■ THE TASK: From the material below, copy out each line with the word "data" in it.

■ SOURCE MATERIAL:
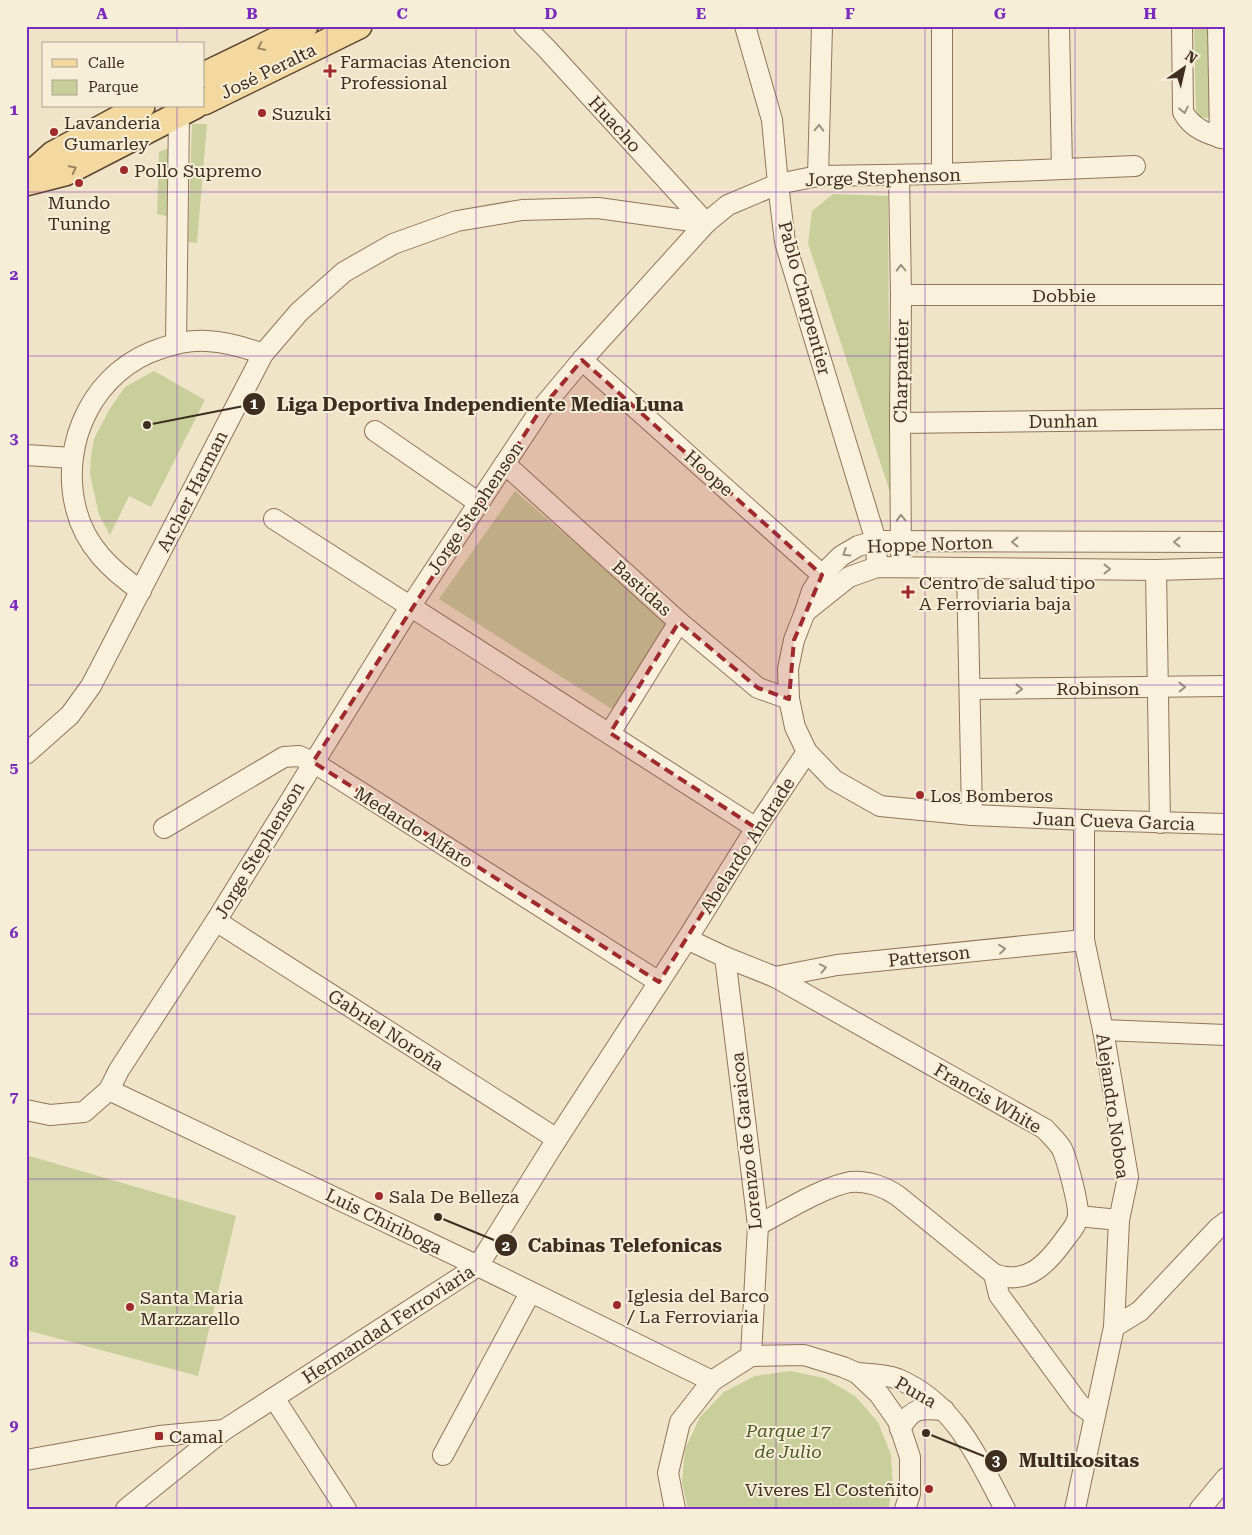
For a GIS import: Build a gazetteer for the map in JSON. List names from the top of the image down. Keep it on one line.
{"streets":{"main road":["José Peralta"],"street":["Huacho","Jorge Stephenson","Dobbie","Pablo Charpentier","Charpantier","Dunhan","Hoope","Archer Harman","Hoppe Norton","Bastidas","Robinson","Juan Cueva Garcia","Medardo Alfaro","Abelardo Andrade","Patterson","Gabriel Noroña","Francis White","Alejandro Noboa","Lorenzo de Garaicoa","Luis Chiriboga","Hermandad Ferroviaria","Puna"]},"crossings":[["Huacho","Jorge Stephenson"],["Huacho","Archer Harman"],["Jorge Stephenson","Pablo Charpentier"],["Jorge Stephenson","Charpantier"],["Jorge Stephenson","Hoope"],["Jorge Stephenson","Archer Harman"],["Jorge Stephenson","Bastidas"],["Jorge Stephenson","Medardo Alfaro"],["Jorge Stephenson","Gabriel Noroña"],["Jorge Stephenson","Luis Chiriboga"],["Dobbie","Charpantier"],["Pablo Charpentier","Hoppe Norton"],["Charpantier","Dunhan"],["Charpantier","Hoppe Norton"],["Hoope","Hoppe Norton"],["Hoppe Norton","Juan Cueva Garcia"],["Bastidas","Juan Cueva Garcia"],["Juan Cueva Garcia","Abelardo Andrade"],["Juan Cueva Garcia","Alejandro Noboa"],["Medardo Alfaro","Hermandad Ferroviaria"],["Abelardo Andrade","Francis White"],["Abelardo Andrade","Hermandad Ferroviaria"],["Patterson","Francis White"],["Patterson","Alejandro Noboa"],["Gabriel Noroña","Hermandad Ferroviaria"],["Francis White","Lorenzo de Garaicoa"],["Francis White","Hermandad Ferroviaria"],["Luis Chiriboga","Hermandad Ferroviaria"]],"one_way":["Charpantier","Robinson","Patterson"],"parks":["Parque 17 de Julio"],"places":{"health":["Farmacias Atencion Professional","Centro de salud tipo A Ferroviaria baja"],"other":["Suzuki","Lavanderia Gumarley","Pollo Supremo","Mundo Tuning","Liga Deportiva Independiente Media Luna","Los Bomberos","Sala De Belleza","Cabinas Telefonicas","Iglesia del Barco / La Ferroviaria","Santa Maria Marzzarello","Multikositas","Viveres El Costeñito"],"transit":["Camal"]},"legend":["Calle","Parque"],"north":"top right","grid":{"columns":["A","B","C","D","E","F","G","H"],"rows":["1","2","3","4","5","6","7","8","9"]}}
* * *
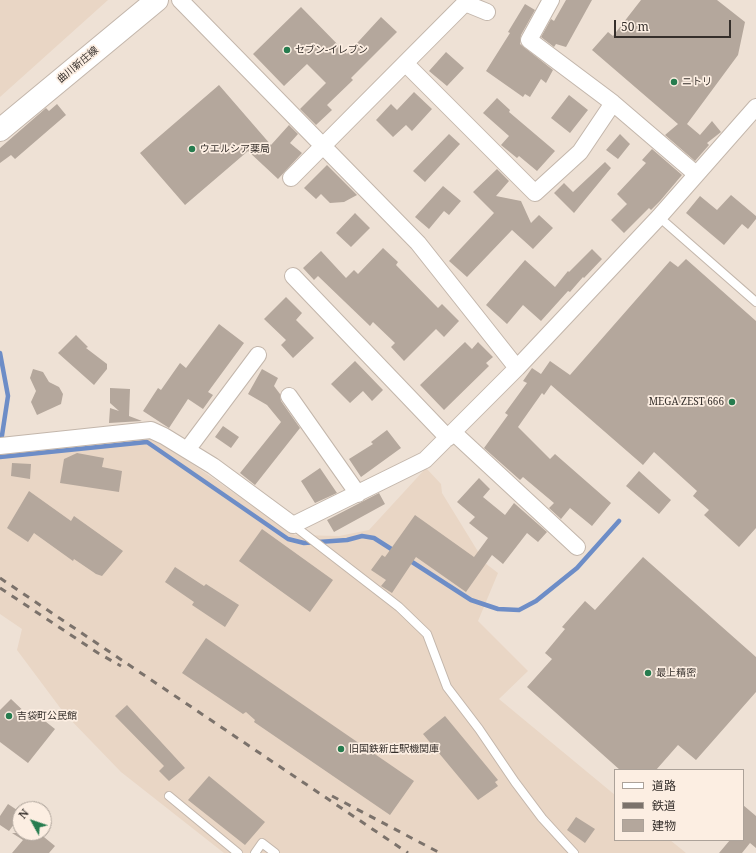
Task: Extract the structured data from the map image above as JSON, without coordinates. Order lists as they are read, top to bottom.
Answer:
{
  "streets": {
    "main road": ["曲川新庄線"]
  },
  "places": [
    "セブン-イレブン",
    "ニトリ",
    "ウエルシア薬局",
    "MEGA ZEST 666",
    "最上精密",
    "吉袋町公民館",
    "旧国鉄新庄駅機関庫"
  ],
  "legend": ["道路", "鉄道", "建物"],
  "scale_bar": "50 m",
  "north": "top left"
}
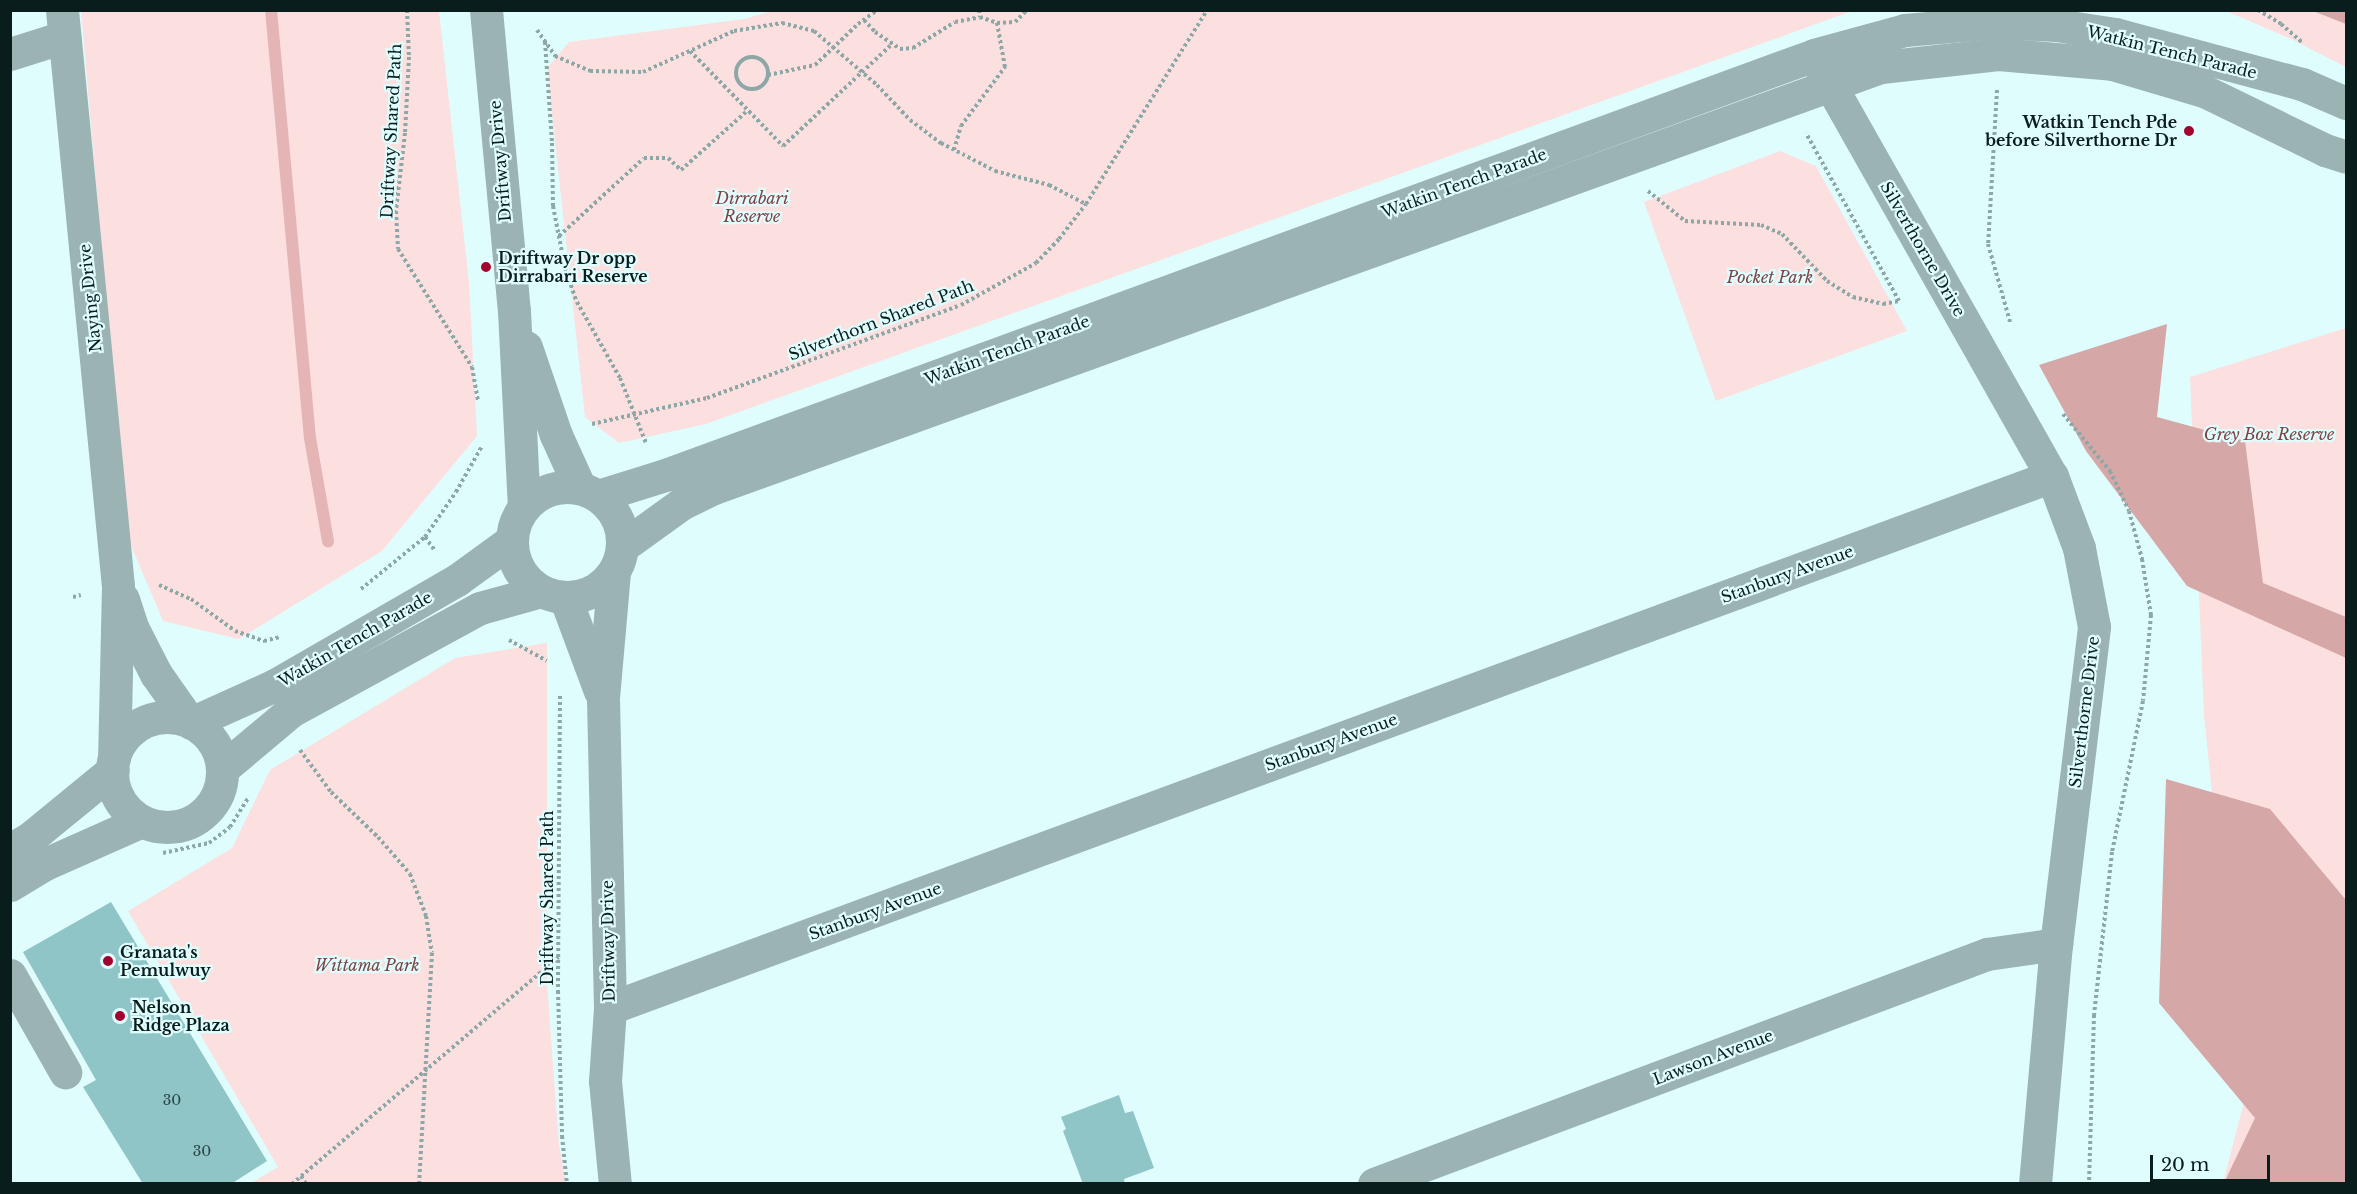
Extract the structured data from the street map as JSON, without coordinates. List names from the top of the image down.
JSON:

■ EXERCISE ANSWER:
Task: Extract the structured data from the map image above as JSON, without coordinates. Order lists as they are read, top to bottom.
Extract the structured data from the street map as JSON, without coordinates. List names from the top of the image down.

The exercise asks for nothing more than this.